Leave out the pictures, and retype only the lines from the beginning of the material through the line that contains "flex:none; width:33px; height:33px;", including both.

┄┄┄┄┄┄┄┄┄┄

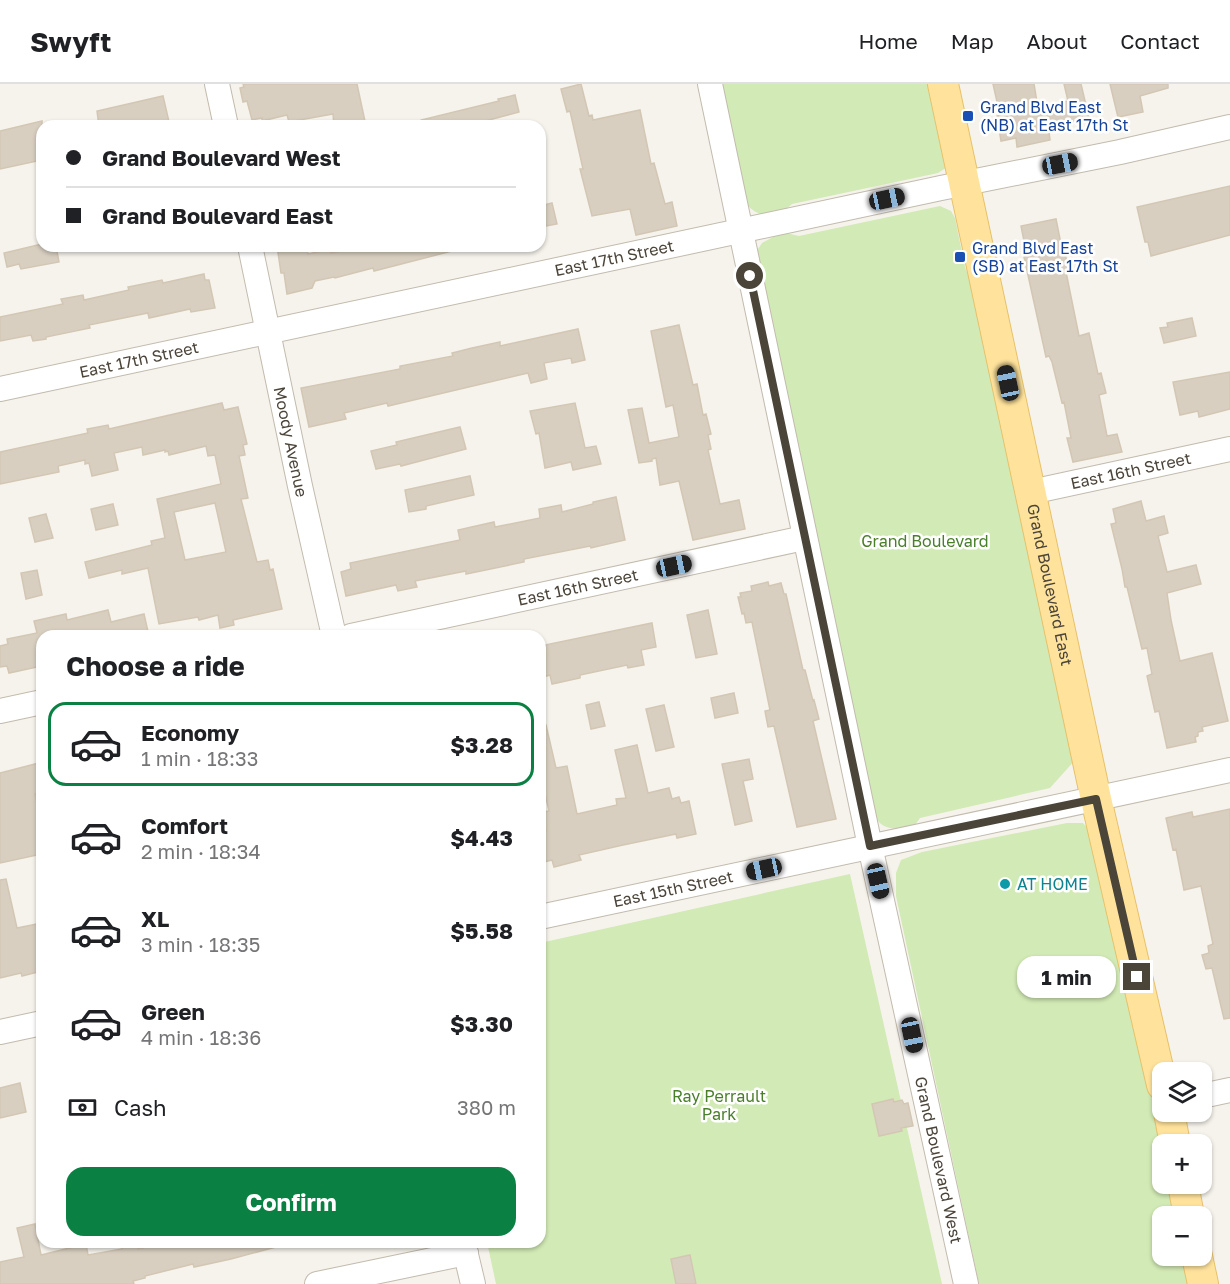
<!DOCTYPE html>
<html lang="en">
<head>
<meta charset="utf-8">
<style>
	:root { --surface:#fff; --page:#f6f6f6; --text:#202124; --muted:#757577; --line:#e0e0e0; --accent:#0b8043 }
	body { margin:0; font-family:"Golos Text",sans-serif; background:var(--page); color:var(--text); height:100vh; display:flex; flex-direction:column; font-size:22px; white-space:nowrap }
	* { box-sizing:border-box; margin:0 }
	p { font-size:20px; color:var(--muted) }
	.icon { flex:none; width:33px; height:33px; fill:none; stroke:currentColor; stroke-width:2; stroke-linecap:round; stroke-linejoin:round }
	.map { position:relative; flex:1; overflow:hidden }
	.sheet { position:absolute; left:36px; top:546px; width:510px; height:618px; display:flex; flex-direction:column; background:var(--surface); border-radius:18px; box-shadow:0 2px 4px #0004 }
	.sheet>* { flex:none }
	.banner { position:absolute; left:36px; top:36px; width:510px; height:132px; border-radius:18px; box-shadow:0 2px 4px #0004; display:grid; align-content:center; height:132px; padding:0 30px; background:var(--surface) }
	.buttons { position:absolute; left:1152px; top:978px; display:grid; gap:12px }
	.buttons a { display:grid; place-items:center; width:60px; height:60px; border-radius:12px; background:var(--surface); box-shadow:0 2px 4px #0004; font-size:30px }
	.end { position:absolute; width:27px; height:27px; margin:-14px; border:8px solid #4b4439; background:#fff; box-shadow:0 0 0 3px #fff }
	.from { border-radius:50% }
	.bubble { position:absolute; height:42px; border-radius:18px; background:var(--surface); box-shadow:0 2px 4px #0004; font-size:20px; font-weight:700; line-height:42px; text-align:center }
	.car { position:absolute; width:18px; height:36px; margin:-18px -9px; border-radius:8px; box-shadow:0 0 4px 2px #0007; background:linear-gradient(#222 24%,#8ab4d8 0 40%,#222 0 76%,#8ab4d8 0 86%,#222 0) }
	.banner b { display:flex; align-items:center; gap:21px; height:57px; font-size:22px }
	.banner b+b { border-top:2px solid var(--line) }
	.banner i { width:15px; height:15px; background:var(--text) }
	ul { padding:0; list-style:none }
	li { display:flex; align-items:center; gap:18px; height:84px; margin:0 12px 9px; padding:0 18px; border:3px solid transparent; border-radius:18px }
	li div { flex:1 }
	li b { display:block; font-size:22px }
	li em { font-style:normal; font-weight:700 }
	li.on { border-color:var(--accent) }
	li>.icon { width:54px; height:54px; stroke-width:1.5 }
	h2 { padding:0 30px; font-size:27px; line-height:72px }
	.pay { display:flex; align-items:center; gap:15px; height:66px; padding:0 30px; font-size:22px }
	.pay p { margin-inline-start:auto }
	.action { display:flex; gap:12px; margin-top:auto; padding:12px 30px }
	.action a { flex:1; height:69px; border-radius:18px; background:var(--accent); color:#fff; font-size:24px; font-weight:700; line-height:69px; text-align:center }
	header { display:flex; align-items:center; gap:36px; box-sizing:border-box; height:84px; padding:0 30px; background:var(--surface); border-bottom:2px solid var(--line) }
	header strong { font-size:28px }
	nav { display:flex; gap:33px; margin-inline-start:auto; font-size:21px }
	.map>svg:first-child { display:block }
	.green { fill:#d2eab5 }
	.building { fill:#d8cfc1; stroke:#d3c7b4; stroke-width:1.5; fill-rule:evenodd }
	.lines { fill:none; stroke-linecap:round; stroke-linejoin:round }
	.minor-casing { stroke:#c2bbae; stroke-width:26 }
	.major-casing { stroke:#e6c16a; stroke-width:32 }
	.minor { stroke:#fff; stroke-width:24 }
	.major { stroke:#ffe39c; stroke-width:30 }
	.route { stroke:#4b4439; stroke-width:8 }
	.transit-dot { fill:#1a4fb4; stroke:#fff; stroke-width:2 }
	.culture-dot { fill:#0f9aa8; stroke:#fff; stroke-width:2 }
	.labels { text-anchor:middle; stroke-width:5; stroke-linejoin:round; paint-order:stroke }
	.transit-label { font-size:16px; fill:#164399; stroke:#fff; text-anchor:start }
	.street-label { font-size:16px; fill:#4b4439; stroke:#fff }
	.park-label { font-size:16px; fill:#4a7f2a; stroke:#fff }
	.culture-label { font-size:16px; fill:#0d838f; stroke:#fff; text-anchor:start }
</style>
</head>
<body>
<header>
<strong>Swyft</strong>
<nav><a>Home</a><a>Map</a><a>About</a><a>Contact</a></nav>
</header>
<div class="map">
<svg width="1230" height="1200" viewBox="0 0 1230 1200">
	<rect width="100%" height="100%" fill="#f6f3ec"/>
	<path class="green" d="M719 0H936L949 82 938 89 792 120C778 133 761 136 747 121Z
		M940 122 951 127 955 134 965 183 979 219 1076 675 1050 704 920 734 915 741C900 744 885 749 876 734L756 168 762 159 773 153 786 149 799 152Z
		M1067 739H1083L1090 747 1118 844 1164 1060H1162V1100H1173L1180 1132H1162V1172H1188L1194 1200H979L896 812V789L901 776 922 768Z
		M850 790 942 1200H496L487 1158H540V859Z"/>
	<path class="building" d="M243 0H357L366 42H334L333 30 289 38 287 31 262 37V34L252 36 247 17 243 18 240 4 244 3Z
		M581 0 589 32 592 31 593 36 640 26 651 80 654 79 665 120 672 118 677 142 636 151 630 125 592 132 580 85H583L570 27 567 28 561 5Z
		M993 0H1034L1038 24 1068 17 1064 0H1081L1089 34 1058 41 1059 46 1049 48 1050 56 1017 63 1016 54 1001 57 997 32 1000 31Z
		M1110 0H1168V4L1140 12 1143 28 1118 33Z
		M515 11 519 28 485 37 486 42H421V36L499 17 498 15Z
		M163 12 170 42H99L97 27Z
		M42 37V76L0 85V47Z
		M1230 102V151L1151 172 1148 158H1145L1137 123Z
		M552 119 557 140 540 143V122Z
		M1056 135 1062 165H1064L1069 187 1066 188 1079 252 1089 249 1098 290 1101 289 1106 309 1099 311 1107 352 1117 350 1122 368 1073 378 1067 354H1071L1064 318 1062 319 1052 278 1049 272 1046 273 1024 173 1027 172 1021 142Z
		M42 160V162H56L59 178 21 185 19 180 7 183 4 169Z
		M277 162H298L299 165 307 163 308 170 331 165V169L365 162H451L452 167 374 187 373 184 335 194 334 193 315 197 312 204 287 210 284 189H281Z
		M204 190 205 196H209L215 224 191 228 190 225 149 234 148 229 89 241 90 244 46 253V255L33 257 31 251 0 257V233L63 220 61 215 83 211 84 216 129 206 128 203 143 200 162 196 163 199Z
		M1192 234 1196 252 1164 259 1160 244 1168 243 1167 239Z
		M679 241 693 301 697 300 703 331 706 330 711 350 708 351 711 365 708 366 720 420 739 416 745 445 693 456 679 397 660 401 656 374 652 375V377L639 379 628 326 642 324 649 359 679 353 673 321 666 323 651 247Z
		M578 245 585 276 572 279 571 274 544 279 547 295 531 299 528 289 388 322 387 319 344 329 346 335 309 343 301 304 400 285V282L453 272 452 269 472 264 500 258V262Z
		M1230 288V325L1199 333 1198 327 1180 331 1173 298Z
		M222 319 224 326 238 323 247 360 243 361 245 371 239 372 248 414 241 415 257 478 268 476 270 486 273 485 282 525 233 536 234 541 220 544 218 531 199 536 198 533 159 540 148 484 122 490V486L89 494 85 478 152 461 151 457 165 454 157 415 221 400 215 371 208 372 206 362 169 371 168 367 165 368V366L143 371 142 363 114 369 118 386 92 392 89 379 85 380V376L58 382 59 388 0 400V368L88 349 87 345 108 341 109 345ZM215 419 226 468 185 476 174 428Z
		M575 319 585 364 596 362 601 380 573 386 571 378 545 384 539 349 536 350 530 327Z
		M460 343 466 365 401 382 400 380 376 385 371 367 397 361 396 358Z
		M470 392 474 411 426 422V425L409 428 405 406Z
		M616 413 625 456 591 464 590 462 524 475V478L466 490V487L415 497 417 503 398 507 396 501 346 512 341 488 351 485 350 479 460 456 458 446 494 438 495 443 540 434 539 425 561 421 562 428 593 420V418Z
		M1141 417 1146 437 1164 432 1168 449 1158 452 1167 488 1196 481 1201 500 1167 509 1171 536 1180 577 1212 569 1228 637 1202 643 1203 647 1198 648V652L1195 653 1196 658 1167 664 1159 627 1155 628 1147 592 1152 590 1147 564 1142 565 1127 503H1125L1122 485 1111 440 1116 439 1113 425Z
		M113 420 118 441 96 446 91 425Z
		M46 430 53 454 35 458 29 434Z
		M37 486 42 511 26 515 21 489Z
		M768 498 769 502 781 499 784 510H786L803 586H805L813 617 814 616 819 635 813 637 836 735 797 743 774 642 768 643 765 627 770 626 752 538 746 539 744 529 742 530 738 513H741L740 509 752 507 751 502Z
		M108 526 111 538 144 530 149 552H42V582L9 589 7 582 0 583V562L8 560 7 555 37 549 34 537 66 530 67 536Z
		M708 526 717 570 696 574 687 531Z
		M652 539 656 563 641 566 644 581 628 584 627 581 580 591V594L552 600 550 591 540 594V562Z
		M734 609 738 629 715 634 711 614Z
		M599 618 605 642 591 645 586 621Z
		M664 621 674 663 656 667 646 625Z
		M546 641 556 684 567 682 577 730 617 721 616 715 626 714 615 666 637 661 648 709 669 704 672 715 679 713 681 719 689 717 696 750 677 754 676 750 623 761 579 771 581 776 554 783 552 776 540 779V749L546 747 542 728 549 727 540 688V642Z
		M749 675 753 695 743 697 752 737 735 741 722 680Z
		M39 679 42 691V709L35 710 42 741V770L0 779V689Z
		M1230 725V934L1224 935 1212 884 1206 885 1202 871 1209 869 1208 862 1213 860 1201 802 1184 806 1176 765 1173 766 1166 734 1192 728 1193 733Z
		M6 795 17 844 42 839V887L22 892 21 889 0 894V796Z
		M20 999 26 1028 0 1034V1004Z
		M893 1015 894 1018 902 1016 904 1020 908 1019 913 1042 901 1044 902 1047 879 1052 872 1020Z
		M35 1140 41 1171 86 1160 88 1171 122 1165 121 1163 137 1159 138 1165 167 1158H275L276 1163 231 1175 194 1183 193 1180 145 1192V1194L133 1197 134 1200H0V1178L24 1173 17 1144Z
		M690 1171 696 1200H676L671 1175Z"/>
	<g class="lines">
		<defs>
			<g id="minor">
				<path d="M217 0 226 42"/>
				<path id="s1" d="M710 0 870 762 966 1200"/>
				<path id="s2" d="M250 162 300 402 334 552"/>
				<path id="s3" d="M0 305 941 104 1120 68 1230 43"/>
				<path id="s4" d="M1031 408 1230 365"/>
				<path id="s5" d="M351 552 804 454"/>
				<path d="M0 627 42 618"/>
				<path id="s6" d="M540 833 1230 686"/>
				<path d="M0 948 42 939"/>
				<path d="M1202 1012 1230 1006"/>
				<path d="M463 1158 473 1200"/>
				<path d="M317 1200 466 1169"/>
			</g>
			<g id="major">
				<path id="s7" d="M943 0 1096 715 1162 1001"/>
				<path d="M1169 1028 1175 1060"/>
				<path d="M1183 1100 1189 1132"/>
				<path d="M1197 1172 1203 1200"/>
			</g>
		</defs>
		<use href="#minor" class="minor-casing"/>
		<use href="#major" class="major-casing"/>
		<use href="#minor" class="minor"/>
		<use href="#major" class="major"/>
	</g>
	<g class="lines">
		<path class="route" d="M750 192 870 762 1096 715 1137 893"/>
	</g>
	<g class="transit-dot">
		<rect x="962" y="26" width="12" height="12" rx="3"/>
		<rect x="954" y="167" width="12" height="12" rx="3"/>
	</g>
	<circle class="culture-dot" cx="1005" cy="800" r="6"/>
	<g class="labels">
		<g class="transit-label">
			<text x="980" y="29">Grand Blvd East<tspan x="980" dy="18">(NB) at East 17th St</tspan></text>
			<text x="972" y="170">Grand Blvd East<tspan x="972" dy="18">(SB) at East 17th St</tspan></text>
		</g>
		<g class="street-label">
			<text dy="6" stroke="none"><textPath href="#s3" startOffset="628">East 17th Street</textPath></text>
			<text dy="6" stroke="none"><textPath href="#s3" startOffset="142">East 17th Street</textPath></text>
			<text dy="6" stroke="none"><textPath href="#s2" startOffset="200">Moody Avenue</textPath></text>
			<text dy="6" stroke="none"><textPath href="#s4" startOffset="102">East 16th Street</textPath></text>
			<text dy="6" stroke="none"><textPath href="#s7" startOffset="512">Grand Boulevard East</textPath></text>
			<text dy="6" stroke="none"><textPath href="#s5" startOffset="232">East 16th Street</textPath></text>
			<text dy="6" stroke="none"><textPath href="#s6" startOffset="136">East 15th Street</textPath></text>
			<text dy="6" stroke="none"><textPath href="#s1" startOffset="1100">Grand Boulevard West</textPath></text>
		</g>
		<g class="park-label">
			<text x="925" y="463">Grand Boulevard</text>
			<text x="719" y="1018">Ray Perrault<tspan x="719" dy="18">Park</tspan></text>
		</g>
		<g class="culture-label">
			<text x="1017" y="806">AT HOME</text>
		</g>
	</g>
</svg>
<div class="buttons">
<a><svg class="icon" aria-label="layers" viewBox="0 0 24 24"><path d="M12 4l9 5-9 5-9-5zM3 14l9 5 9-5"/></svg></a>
<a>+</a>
<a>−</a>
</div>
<i class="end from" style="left:750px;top:192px"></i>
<i class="end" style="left:1137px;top:893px"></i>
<div class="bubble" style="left:1017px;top:872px;width:99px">1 min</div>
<i class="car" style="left:1060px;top:80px;rotate:79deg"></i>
<i class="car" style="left:887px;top:115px;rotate:78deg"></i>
<i class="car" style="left:1008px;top:299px;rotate:348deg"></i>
<i class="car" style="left:674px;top:482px;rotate:78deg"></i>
<i class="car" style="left:764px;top:785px;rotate:258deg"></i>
<i class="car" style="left:878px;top:797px;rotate:167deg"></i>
<i class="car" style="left:912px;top:951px;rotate:168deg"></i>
<div class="banner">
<b><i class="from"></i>Grand Boulevard West</b>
<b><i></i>Grand Boulevard East</b>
</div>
<section class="sheet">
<h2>Choose a ride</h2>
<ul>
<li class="on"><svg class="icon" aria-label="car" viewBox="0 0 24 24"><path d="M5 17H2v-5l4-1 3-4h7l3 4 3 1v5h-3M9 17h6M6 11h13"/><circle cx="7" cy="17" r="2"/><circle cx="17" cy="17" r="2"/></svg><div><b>Economy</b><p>1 min · 18:33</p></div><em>$3.28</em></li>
<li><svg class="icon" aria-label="car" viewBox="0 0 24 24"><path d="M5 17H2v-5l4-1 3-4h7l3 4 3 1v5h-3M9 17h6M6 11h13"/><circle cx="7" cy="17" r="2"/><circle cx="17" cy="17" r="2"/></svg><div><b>Comfort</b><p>2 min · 18:34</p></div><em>$4.43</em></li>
<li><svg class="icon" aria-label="car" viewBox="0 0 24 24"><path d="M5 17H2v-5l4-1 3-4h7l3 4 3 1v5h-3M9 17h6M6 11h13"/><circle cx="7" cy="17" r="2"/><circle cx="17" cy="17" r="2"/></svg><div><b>XL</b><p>3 min · 18:35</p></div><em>$5.58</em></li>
<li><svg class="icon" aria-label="car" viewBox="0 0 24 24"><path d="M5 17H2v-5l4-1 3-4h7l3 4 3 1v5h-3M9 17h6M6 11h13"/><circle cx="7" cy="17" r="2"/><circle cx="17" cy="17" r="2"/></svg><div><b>Green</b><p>4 min · 18:36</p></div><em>$3.30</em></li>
</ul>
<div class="pay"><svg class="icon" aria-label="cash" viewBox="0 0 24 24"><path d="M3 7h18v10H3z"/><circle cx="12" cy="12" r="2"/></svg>Cash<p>380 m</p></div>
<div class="action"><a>Confirm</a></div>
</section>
</div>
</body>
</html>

┄┄┄┄┄┄┄┄┄┄

§ **Written answer**:
<!DOCTYPE html>
<html lang="en">
<head>
<meta charset="utf-8">
<style>
	:root { --surface:#fff; --page:#f6f6f6; --text:#202124; --muted:#757577; --line:#e0e0e0; --accent:#0b8043 }
	body { margin:0; font-family:"Golos Text",sans-serif; background:var(--page); color:var(--text); height:100vh; display:flex; flex-direction:column; font-size:22px; white-space:nowrap }
	* { box-sizing:border-box; margin:0 }
	p { font-size:20px; color:var(--muted) }
	.icon { flex:none; width:33px; height:33px; fill:none; stroke:currentColor; stroke-width:2; stroke-linecap:round; stroke-linejoin:round }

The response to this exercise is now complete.